→ Stored data
Segment Open
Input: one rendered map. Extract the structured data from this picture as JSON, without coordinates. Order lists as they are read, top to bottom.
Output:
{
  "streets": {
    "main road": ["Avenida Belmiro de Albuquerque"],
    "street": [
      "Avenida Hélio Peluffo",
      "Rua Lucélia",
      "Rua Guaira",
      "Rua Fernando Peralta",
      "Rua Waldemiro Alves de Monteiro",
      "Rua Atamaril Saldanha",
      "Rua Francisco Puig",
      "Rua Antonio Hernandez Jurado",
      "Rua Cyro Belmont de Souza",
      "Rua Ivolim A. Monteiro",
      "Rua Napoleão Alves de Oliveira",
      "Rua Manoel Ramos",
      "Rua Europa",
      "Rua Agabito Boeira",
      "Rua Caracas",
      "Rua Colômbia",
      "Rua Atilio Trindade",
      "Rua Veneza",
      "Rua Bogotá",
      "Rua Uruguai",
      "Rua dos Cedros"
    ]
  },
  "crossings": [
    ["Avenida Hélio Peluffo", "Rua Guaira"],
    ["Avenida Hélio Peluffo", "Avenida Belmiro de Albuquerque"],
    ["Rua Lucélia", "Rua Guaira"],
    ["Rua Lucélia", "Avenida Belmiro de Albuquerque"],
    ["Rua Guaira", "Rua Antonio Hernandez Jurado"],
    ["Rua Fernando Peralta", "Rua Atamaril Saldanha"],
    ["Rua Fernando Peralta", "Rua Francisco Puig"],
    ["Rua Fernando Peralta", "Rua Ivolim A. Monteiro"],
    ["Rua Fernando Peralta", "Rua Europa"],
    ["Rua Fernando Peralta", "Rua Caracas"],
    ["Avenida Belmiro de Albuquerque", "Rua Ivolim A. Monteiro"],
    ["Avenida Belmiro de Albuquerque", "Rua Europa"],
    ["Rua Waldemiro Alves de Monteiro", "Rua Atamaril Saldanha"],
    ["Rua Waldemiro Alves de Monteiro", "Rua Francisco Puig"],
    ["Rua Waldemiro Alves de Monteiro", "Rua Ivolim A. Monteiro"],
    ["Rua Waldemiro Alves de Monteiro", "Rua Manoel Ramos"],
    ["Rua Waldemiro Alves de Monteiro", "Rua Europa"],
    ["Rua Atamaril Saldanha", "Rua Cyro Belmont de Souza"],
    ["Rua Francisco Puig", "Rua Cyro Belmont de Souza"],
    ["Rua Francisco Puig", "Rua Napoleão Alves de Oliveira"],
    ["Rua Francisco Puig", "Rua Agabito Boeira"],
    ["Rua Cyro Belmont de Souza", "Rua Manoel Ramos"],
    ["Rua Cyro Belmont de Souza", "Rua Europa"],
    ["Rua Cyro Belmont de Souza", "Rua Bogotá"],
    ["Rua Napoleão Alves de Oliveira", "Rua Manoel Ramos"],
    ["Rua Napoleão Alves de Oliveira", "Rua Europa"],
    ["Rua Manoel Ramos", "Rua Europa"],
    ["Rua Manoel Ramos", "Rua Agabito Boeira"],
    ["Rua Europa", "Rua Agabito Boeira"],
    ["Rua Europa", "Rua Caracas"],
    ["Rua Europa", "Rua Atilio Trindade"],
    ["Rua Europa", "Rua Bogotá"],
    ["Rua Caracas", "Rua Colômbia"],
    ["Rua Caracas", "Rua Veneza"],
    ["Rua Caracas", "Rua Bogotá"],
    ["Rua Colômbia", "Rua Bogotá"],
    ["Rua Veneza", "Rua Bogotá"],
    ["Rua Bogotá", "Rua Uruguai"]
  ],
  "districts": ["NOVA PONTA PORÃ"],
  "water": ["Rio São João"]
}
Segment Closed
Each record needs to be given again exactly.

Input: one rendered map. Extract the structured data from this picture as JSON, without coordinates. Order lists as they are read, top to bottom.
Output:
{
  "streets": {
    "main road": ["Avenida Belmiro de Albuquerque"],
    "street": [
      "Avenida Hélio Peluffo",
      "Rua Lucélia",
      "Rua Guaira",
      "Rua Fernando Peralta",
      "Rua Waldemiro Alves de Monteiro",
      "Rua Atamaril Saldanha",
      "Rua Francisco Puig",
      "Rua Antonio Hernandez Jurado",
      "Rua Cyro Belmont de Souza",
      "Rua Ivolim A. Monteiro",
      "Rua Napoleão Alves de Oliveira",
      "Rua Manoel Ramos",
      "Rua Europa",
      "Rua Agabito Boeira",
      "Rua Caracas",
      "Rua Colômbia",
      "Rua Atilio Trindade",
      "Rua Veneza",
      "Rua Bogotá",
      "Rua Uruguai",
      "Rua dos Cedros"
    ]
  },
  "crossings": [
    ["Avenida Hélio Peluffo", "Rua Guaira"],
    ["Avenida Hélio Peluffo", "Avenida Belmiro de Albuquerque"],
    ["Rua Lucélia", "Rua Guaira"],
    ["Rua Lucélia", "Avenida Belmiro de Albuquerque"],
    ["Rua Guaira", "Rua Antonio Hernandez Jurado"],
    ["Rua Fernando Peralta", "Rua Atamaril Saldanha"],
    ["Rua Fernando Peralta", "Rua Francisco Puig"],
    ["Rua Fernando Peralta", "Rua Ivolim A. Monteiro"],
    ["Rua Fernando Peralta", "Rua Europa"],
    ["Rua Fernando Peralta", "Rua Caracas"],
    ["Avenida Belmiro de Albuquerque", "Rua Ivolim A. Monteiro"],
    ["Avenida Belmiro de Albuquerque", "Rua Europa"],
    ["Rua Waldemiro Alves de Monteiro", "Rua Atamaril Saldanha"],
    ["Rua Waldemiro Alves de Monteiro", "Rua Francisco Puig"],
    ["Rua Waldemiro Alves de Monteiro", "Rua Ivolim A. Monteiro"],
    ["Rua Waldemiro Alves de Monteiro", "Rua Manoel Ramos"],
    ["Rua Waldemiro Alves de Monteiro", "Rua Europa"],
    ["Rua Atamaril Saldanha", "Rua Cyro Belmont de Souza"],
    ["Rua Francisco Puig", "Rua Cyro Belmont de Souza"],
    ["Rua Francisco Puig", "Rua Napoleão Alves de Oliveira"],
    ["Rua Francisco Puig", "Rua Agabito Boeira"],
    ["Rua Cyro Belmont de Souza", "Rua Manoel Ramos"],
    ["Rua Cyro Belmont de Souza", "Rua Europa"],
    ["Rua Cyro Belmont de Souza", "Rua Bogotá"],
    ["Rua Napoleão Alves de Oliveira", "Rua Manoel Ramos"],
    ["Rua Napoleão Alves de Oliveira", "Rua Europa"],
    ["Rua Manoel Ramos", "Rua Europa"],
    ["Rua Manoel Ramos", "Rua Agabito Boeira"],
    ["Rua Europa", "Rua Agabito Boeira"],
    ["Rua Europa", "Rua Caracas"],
    ["Rua Europa", "Rua Atilio Trindade"],
    ["Rua Europa", "Rua Bogotá"],
    ["Rua Caracas", "Rua Colômbia"],
    ["Rua Caracas", "Rua Veneza"],
    ["Rua Caracas", "Rua Bogotá"],
    ["Rua Colômbia", "Rua Bogotá"],
    ["Rua Veneza", "Rua Bogotá"],
    ["Rua Bogotá", "Rua Uruguai"]
  ],
  "districts": ["NOVA PONTA PORÃ"],
  "water": ["Rio São João"]
}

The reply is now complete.